Python Rocks! and other rants

2005-03-01 06:48:16

Python and Unicode

Python has extensive support for Unicode data. Two issues that are not well documented elsewhere are the handling of non-Ascii characters in the Python interpreter, and use of the default system encoding. I cover those here.

For more general information about Python and Unicode see the references.

Unicode in the Python interpreter

Understanding the console encoding

Characters that you type at the interpreter prompt, or in response to a call to input() or raw_input(), are entered in the encoding of sys.stdin. Printed characters are interpreted using the encoding of sys.stdout. You can find out what these encodings are by looking at sys.stdin.encoding and sys.stdout.encoding.

In IDLE on Windows, the input and output encodings are both Cp1252, a superset of Latin-1:

>>> import sys
>>> sys.stdin.encoding
'cp1252'
>>> sys.stdout.encoding
'cp1252'

Under Windows, the DOS console normally uses Cp437:

>>> import sys
>>> sys.stdout.encoding
'cp437'
>>> sys.stdin.encoding
'cp437'

The use of Cp437 can cause problems. For example:

>>> 'ä'
'\x84'

This is correct; the code point for ä in Cp437 is \x84. But consider:

>>> u'ä'
u'\x84'

The Unicode string is also set to a value of \x84! The correct Unicode code point is \xe4!

Setting the console encoding

You can change the encoding used by the DOS console using the chcp command. For example:

D:>chcp 1252
Active code page: 1252

D:>python
Python 2.3.4 (#53, May 25 2004, 21:17:02) [MSC v.1200 32 bit (Intel)] on win32
Type "help", "copyright", "credits" or "license" for more information.
>>> 'ä'
'\xe4'
>>> u'ä'
u'\xe4'

Since Unicode is a superset of Latin-1, the Unicode string now has the correct value.

The default system encoding

Converting between Unicode and 8-bit strings

The string method decode() converts from an 8-bit string to a Unicode string.

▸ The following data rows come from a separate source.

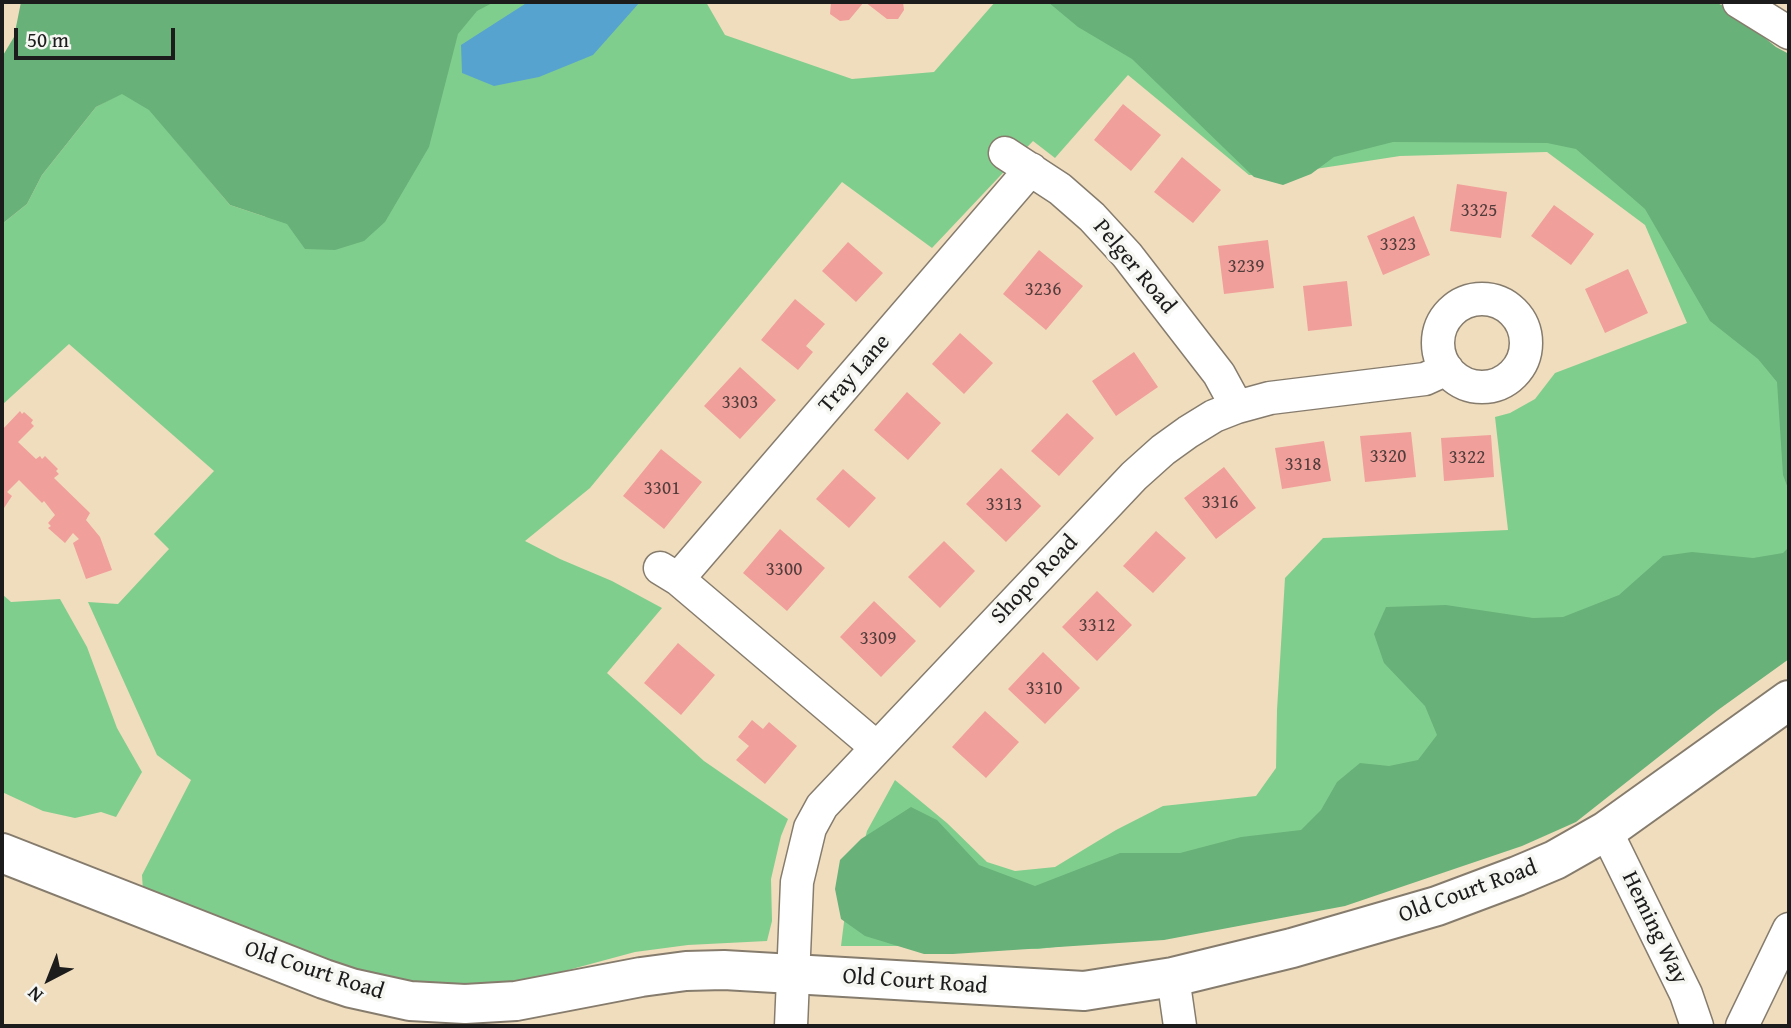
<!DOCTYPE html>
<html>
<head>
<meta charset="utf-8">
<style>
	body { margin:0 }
	#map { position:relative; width:1791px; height:1028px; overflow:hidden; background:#f0ddbe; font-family:"Gentium Book Plus",serif }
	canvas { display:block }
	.frame { position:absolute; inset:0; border:4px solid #1c1c1c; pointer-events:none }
	.north { position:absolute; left:14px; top:944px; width:70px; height:70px; -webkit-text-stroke:5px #f6f6f2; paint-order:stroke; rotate:222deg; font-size:19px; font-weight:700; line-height:28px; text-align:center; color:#1c1c1c }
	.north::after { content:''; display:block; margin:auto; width:24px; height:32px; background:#1c1c1c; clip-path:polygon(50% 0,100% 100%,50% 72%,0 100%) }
	.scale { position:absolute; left:14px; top:28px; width:161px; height:32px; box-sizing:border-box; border:4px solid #1c1c1c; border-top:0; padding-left:9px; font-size:21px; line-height:24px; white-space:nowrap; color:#1c1c1c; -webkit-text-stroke:5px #f6f6f2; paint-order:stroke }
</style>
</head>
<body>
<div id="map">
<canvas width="1791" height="1028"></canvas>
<div class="frame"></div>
<div class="north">N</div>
<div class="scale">50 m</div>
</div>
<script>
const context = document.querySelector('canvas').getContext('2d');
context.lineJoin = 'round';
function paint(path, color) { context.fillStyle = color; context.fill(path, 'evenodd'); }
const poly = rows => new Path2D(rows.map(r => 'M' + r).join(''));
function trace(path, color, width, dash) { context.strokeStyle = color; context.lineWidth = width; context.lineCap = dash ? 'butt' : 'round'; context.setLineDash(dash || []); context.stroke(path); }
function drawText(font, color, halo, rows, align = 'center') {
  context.font = font + ' "Gentium Book Plus",serif'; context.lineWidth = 7; context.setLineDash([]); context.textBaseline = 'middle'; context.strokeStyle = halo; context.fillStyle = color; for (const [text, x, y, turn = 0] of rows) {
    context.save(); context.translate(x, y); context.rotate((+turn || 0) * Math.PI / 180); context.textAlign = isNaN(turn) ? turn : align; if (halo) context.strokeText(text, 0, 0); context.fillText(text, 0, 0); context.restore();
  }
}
paint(poly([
	[142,2,706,2,725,35,852,79,934,72,995,2,1612,2,1789,203,1789,640,1186,932,1038,949,961,946,841,946,845,914,867,831,895,780,947,823,987,862,1015,871,1055,867,1116,830,1163,806,1256,796,1276,768,1277,710,1285,578,1323,538,1508,530,1495,417,1510,413,1535,399,1555,373,1687,323,1645,225,1547,152,1400,156,1270,176,1249,175,1128,75,1055,158,1033,141,932,248,842,182,590,488,525,541,560,559,612,581,662,608,607,673,704,761,788,819,781,836,771,879,772,921,767,941,688,945,635,952,494,990,384,981,143,891,142,875,191,780,157,755,88,602,118,604,169,549,154,534,214,471,69,344,2,405,2,224,27,204,42,175,96,107,120,94],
	[177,142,266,217,230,205],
	[2,594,11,602,60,599,87,647,117,728,142,772,116,817,101,812,75,818,43,811,2,792]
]), '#80ce8e');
paint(poly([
	[21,2,494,2,477,11,458,34,429,147,385,222,364,241,335,250,305,249,287,224,230,205,149,110,122,94,96,107,42,175,27,204,2,224,2,57,14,37],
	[1048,2,1715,2,1728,8,1776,47,1789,54,1789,491,1783,475,1777,382,1758,359,1710,321,1645,209,1576,149,1547,143,1393,142,1334,157,1311,174,1283,185,1254,177,1132,59,1078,27],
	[1789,547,1789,659,1718,710,1576,822,1522,846,1345,906,1164,940,953,954,924,954,865,936,841,919,835,889,840,860,861,839,911,807,937,820,979,865,1035,886,1120,853,1180,853,1241,837,1301,830,1321,810,1337,782,1360,763,1389,766,1418,760,1437,735,1425,706,1384,663,1374,634,1386,607,1446,605,1533,618,1563,617,1619,595,1663,556,1692,552,1753,558,1783,553]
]), '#68b179');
paint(poly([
	[528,2,640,2,593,55,539,77,494,86,462,73,461,45]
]), '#57a3d0');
paint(poly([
	[831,2,864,2,849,20,840,21,830,14],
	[865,2,903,2,904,10,898,19,887,19],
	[1123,104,1161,135,1131,171,1094,140],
	[1182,157,1221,190,1193,223,1154,192],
	[1457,184,1507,192,1501,238,1450,231],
	[1554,205,1594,234,1571,265,1531,236],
	[1414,216,1430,255,1383,275,1367,236],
	[1268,240,1274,288,1224,294,1218,246],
	[848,242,883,273,856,302,822,271],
	[1039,250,1083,286,1046,330,1003,294],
	[1628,269,1648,313,1605,333,1585,289],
	[1347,281,1352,326,1308,331,1303,286],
	[795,299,825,324,806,346,813,352,798,370,761,340],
	[960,333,993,363,964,394,932,364],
	[1134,352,1158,387,1116,416,1092,381],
	[740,367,776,400,740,439,704,406],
	[907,392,941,423,908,460,874,430],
	[20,411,22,414,24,412,33,420,31,423,34,426,18,442,36,459,40,456,42,459,45,456,58,469,56,471,59,474,54,478,90,513,86,520,100,537,112,570,86,579,73,543,79,539,73,533,65,543,48,528,51,526,48,523,55,515,44,501,42,503,19,480,7,492,12,496,2,511,2,430],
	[1067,413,1094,438,1059,476,1031,451],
	[1411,432,1416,477,1365,482,1360,436],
	[1491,435,1494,477,1444,481,1441,438],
	[1324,441,1331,481,1282,489,1275,448],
	[661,449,702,482,664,529,623,496],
	[1224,467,1256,508,1216,539,1184,498],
	[1001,468,1041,506,1006,542,966,504],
	[843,469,876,498,849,528,816,499],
	[780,529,825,568,787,611,743,573],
	[1156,531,1186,558,1153,593,1123,566],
	[944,541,975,571,940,608,908,577],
	[1097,591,1132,625,1097,661,1062,627],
	[874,601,916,641,881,677,840,637],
	[678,643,715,675,681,715,644,683],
	[1043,652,1080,688,1045,724,1008,689],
	[985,711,1019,742,986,778,952,747],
	[752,720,763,729,769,722,797,746,765,784,736,760,749,746,738,737]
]), '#f19f9a');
const minor = poly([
	[1739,2,1789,33],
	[1005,153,1060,189,1092,217,1127,255,1219,374,1237,407],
	'1438 343a44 44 0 1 1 88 0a44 44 0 1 1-88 0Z',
	[660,568,678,579,876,747],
	[678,579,1031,169],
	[1606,831,1686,994,1697,1026],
	[1173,977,1180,1026],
	[791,1026,797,882,810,828,822,806,1134,476,1163,450,1188,432,1214,416,1237,407,1270,398,1425,379,1447,369],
	[1742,1026,1789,929]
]);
const major = poly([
	[2,853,324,979,351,988,410,1001,465,1004,516,1001,641,977,686,971,724,970,1084,991,1173,977,1292,948,1437,906,1517,876,1555,860,1606,831,1789,700]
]);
trace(minor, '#867c6d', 35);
trace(major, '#867c6d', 42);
trace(minor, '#fff', 32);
trace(major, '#fff', 38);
drawText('19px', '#513d3c', null, [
	["3325",1479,211],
	["3323",1398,245],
	["3239",1246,267],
	["3236",1043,290],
	["3303",740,403],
	["3320",1388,457],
	["3322",1467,458],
	["3318",1303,465],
	["3301",662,489],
	["3316",1220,503],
	["3313",1004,505],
	["3300",784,570],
	["3312",1097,626],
	["3309",878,639],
	["3310",1044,689]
]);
drawText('23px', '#1c1c1c', '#f6f6f2', [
	["Pelger Road",1134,267,50],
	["Tray Lane",855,374,-49],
	["Shopo Road",1035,580,-46],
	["Old Court Road",1468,892,-20],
	["Heming Way",1654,928,64],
	["Old Court Road",314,971,18],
	["Old Court Road",915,982,4]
]);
</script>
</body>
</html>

For example in a DOS console we can convert a string from Cp437 to Unicode like this:

>>> 'ä'.decode('cp437')
u'\xe4'

The inverse operation is the Unicode string method encode():

>>> u'\xe4'.encode('cp437')
'\x84'
>>> print u'\xe4'.encode('cp437')
ä

How do you remember which is which? I think of Unicode as the 'master' - it is pure, unencoded character data :-). To convert to any other representation, it must be encoded. Conversely, any encoded characters must be decoded into Unicode. Of course Unicode is really just another encoding, but I find this a useful mnemonic.

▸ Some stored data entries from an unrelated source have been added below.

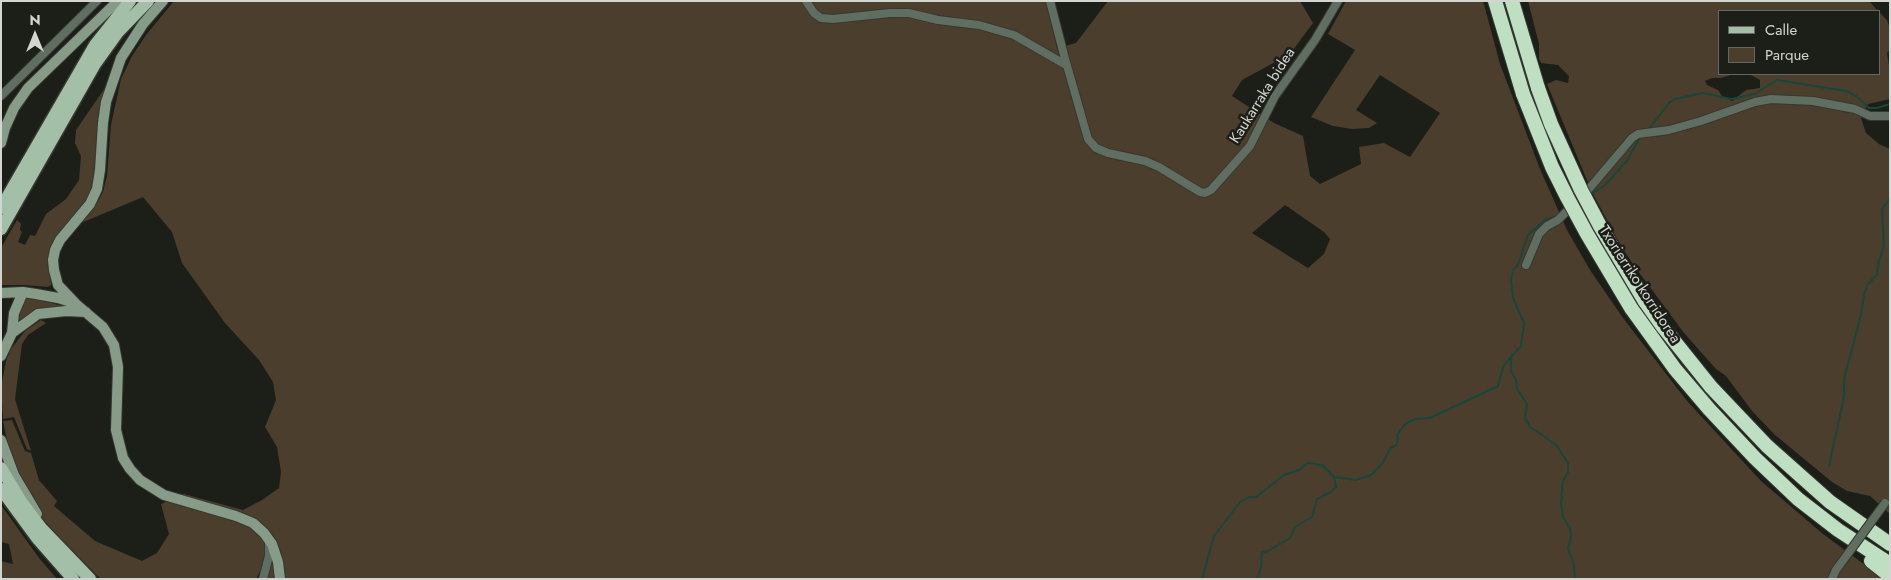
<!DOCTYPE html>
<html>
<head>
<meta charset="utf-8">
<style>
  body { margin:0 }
  #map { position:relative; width:1891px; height:580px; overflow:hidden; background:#1c1e18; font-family:Jost,sans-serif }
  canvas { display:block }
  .frame { position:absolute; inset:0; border:2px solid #d3d5d0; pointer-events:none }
  .legend { position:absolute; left:1718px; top:10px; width:162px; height:65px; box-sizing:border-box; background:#1c1e18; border:1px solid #656762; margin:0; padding:6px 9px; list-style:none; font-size:15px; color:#d3d5d0 }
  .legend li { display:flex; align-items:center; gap:10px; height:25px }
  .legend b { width:25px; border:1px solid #656762 }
  .north { position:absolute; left:10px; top:10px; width:50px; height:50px; -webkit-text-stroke:4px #1c1e18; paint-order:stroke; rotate:0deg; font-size:14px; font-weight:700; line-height:20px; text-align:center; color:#d3d5d0 }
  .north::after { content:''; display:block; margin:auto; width:18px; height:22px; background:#d3d5d0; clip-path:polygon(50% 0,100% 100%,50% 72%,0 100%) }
</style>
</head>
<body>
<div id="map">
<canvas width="1891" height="580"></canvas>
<div class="frame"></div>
<ul class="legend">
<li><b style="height:6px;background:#a3bfa7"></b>Calle</li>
<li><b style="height:14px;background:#4c3e2c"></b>Parque</li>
</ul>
<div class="north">N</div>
</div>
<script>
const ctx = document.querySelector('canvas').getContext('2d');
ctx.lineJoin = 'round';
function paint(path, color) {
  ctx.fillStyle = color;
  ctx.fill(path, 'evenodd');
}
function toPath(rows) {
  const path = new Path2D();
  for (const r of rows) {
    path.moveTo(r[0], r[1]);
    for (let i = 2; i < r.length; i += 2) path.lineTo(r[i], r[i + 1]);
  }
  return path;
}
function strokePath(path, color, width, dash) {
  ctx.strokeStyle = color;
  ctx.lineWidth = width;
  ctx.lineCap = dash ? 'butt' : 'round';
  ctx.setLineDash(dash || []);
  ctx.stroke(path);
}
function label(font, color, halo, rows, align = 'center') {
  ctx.font = font + ' Jost,sans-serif';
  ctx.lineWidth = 5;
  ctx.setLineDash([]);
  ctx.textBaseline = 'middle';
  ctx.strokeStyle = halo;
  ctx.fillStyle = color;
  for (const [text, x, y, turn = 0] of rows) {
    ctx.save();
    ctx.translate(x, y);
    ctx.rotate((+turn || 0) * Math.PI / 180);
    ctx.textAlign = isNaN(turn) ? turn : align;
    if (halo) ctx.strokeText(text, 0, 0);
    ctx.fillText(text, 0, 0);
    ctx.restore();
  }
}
paint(toPath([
  [174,1,1046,1,1057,48,1076,43,1108,1,1300,1,1313,23,1290,54,1242,80,1232,96,1274,123,1303,136,1310,176,1320,184,1361,164,1359,147,1384,143,1410,157,1440,113,1380,75,1356,110,1377,123,1369,128,1352,129,1333,126,1311,117,1355,50,1328,34,1346,1,1483,1,1500,64,1540,169,1567,230,1590,270,1623,318,1687,401,1761,481,1823,534,1884,579,268,579,263,565,256,579,101,579,88,566,62,550,28,501,8,445,3,421,12,420,25,451,31,453,39,480,57,501,54,506,95,541,142,561,157,553,169,534,161,504,184,494,243,510,262,500,279,488,281,472,277,447,265,427,276,400,273,382,259,360,225,323,182,263,172,232,143,197,81,223,95,206,103,192,107,176,111,125,121,79,132,56,146,35],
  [1285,205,1324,232,1330,239,1324,254,1308,268,1252,233],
  [1528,1,1869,1,1878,11,1720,11,1720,74,1734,74,1721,78,1712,78,1705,81,1707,85,1718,90,1722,96,1732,101,1746,90,1760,88,1760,80,1749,74,1880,74,1880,13,1887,20,1890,29,1890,49,1887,53,1890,71,1890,99,1868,104,1861,118,1866,133,1879,144,1890,149,1890,514,1870,496,1847,491,1832,482,1774,434,1752,411,1726,376,1716,369,1684,333,1632,263,1615,235,1592,192,1547,84,1556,80,1568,83,1569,76,1558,65,1541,63,1539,59,1539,44],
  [107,85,96,176,88,199,49,263,51,285,48,287,25,285,1,285,1,248,17,220,21,224,20,230,22,232,18,242,25,245,30,235,35,236,46,214,66,199,79,180,81,156,75,143,76,130],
  [25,298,37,299,69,308,14,329,20,308],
  [41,320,46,323,28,335,22,344,15,399,31,451,27,449,14,417,3,419,1,387,6,361,10,350,25,331],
  [1,505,39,558,57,579,1,579,1,561,13,564,9,544,1,542]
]), '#4c3e2c');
strokePath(toPath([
  [1648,130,1669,103,1675,99,1703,93,1731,99,1755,94,1777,80,1846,91,1856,96,1869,108,1877,108,1890,104],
  [1593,193,1605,185,1626,162,1641,136],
  [1557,216,1545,220,1528,235,1518,265,1513,270,1511,280,1513,298,1524,323,1521,346,1511,357,1511,371,1516,380,1517,389,1527,404,1525,418,1530,427,1541,434,1557,446,1568,463,1568,472,1563,481,1561,502,1563,517,1570,528,1571,537,1568,549,1574,564,1575,579],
  [1829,466,1844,397,1844,379,1861,315,1864,294,1868,284,1877,275,1879,260,1884,246,1882,209,1890,198],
  [1202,579,1214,536,1240,502,1249,497,1256,497,1284,475,1299,470,1308,463,1322,465,1334,477],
  [1257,579,1261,568,1262,552,1268,551,1290,538,1295,527,1312,517,1317,499,1331,492,1336,487,1334,477,1356,480,1371,475,1382,464,1390,449,1396,445,1398,439,1397,435,1405,424,1415,419,1430,418,1498,386,1503,367,1510,358]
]), '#18463b', 2);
const street = toPath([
  [806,1,814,13,821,18,833,19,890,13,909,13,938,20,979,25,1014,35,1066,65],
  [1050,1,1064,55,1088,139,1096,148,1108,153,1145,161,1159,167,1200,192,1205,193,1211,190,1250,146,1275,96,1315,40,1338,1],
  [1,96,97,1],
  [1526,265,1539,234,1547,226,1558,220,1588,190,1632,138,1638,134,1669,130,1701,121,1755,102,1771,99,1813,101,1855,109,1870,116,1890,116],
  [263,579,269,556,269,543],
  [1832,579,1836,570]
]);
const secondary = toPath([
  [163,1,143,24,121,58,106,102,103,123,100,170,97,189,90,204,60,240,55,250,53,260,54,270,58,285,76,304,103,327,114,345,118,367,116,430,123,458,130,469,140,480,164,495,236,516,253,523,264,533,272,544,278,562,280,579],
  [1,143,5,128,14,108,28,88,118,1],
  [1,293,23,292,36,294,58,298,74,303],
  [12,333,14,313,23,292],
  [1,356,12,333,38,314,66,311,86,312],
  [1,440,14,475,37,514]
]);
const primary = toPath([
  [1,208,95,45,130,1],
  [1,229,95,64,118,32,148,1],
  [1,468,22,503,41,528,90,579],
  [1,489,37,538,73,579]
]);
const highway = toPath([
  [1495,1,1523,94],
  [1512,1,1538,88],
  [1644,300,1663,327,1711,387,1767,446,1830,502,1890,544],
  [1631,308,1675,369,1709,409,1755,458,1798,499,1838,530,1890,564],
  [1871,561,1890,576]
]);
strokePath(street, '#363832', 10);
strokePath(secondary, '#363832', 12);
strokePath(primary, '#363832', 15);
strokePath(highway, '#363832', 16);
strokePath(street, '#606d61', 8);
strokePath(secondary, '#869b88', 10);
strokePath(primary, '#a3bfa7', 12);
strokePath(highway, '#bedfc2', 14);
const streetBridge = toPath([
  [1836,570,1885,503]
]);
const highwayBridge = toPath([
  [1538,88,1551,124,1581,190,1600,226,1644,300],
  [1523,94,1552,167,1567,197,1587,234,1631,308]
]);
strokePath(streetBridge, '#363832', 10, []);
strokePath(highwayBridge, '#363832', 16, []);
strokePath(streetBridge, '#606d61', 8);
strokePath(highwayBridge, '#bedfc2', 14);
label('15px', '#d3d5d0', '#1c1e18', [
  ["Kaukarraka bidea",1263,96,-58],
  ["Txorierriko korridorea",1639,285,57]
]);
</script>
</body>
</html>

If no encoding is specified, a default encoding is used. The default encoding is normally ascii:

>>> import sys
>>> sys.getdefaultencoding()
'ascii'

The default encoding is used when an 8-bit string is implicitly converted to a Unicode string, and when a Unicode string is implicitly converted to an 8-bit string. The ascii codec only allows values in the range 0-127. This can cause some surprises:

>>> u=u'ä'
>>> u
u'\xe4'
>>> print u
ä
>>> str(u)
Traceback (most recent call last):
  File "<stdin>", line 1, in ?
UnicodeEncodeError: 'ascii' codec can't encode character u'\xe4' in position 0: ordinal not in range(128)
>>> a='ä'
>>> u+a
Traceback (most recent call last):
  File "<stdin>", line 1, in ?
UnicodeDecodeError: 'ascii' codec can't decode byte 0xe4 in position 0: ordinal not in range(128)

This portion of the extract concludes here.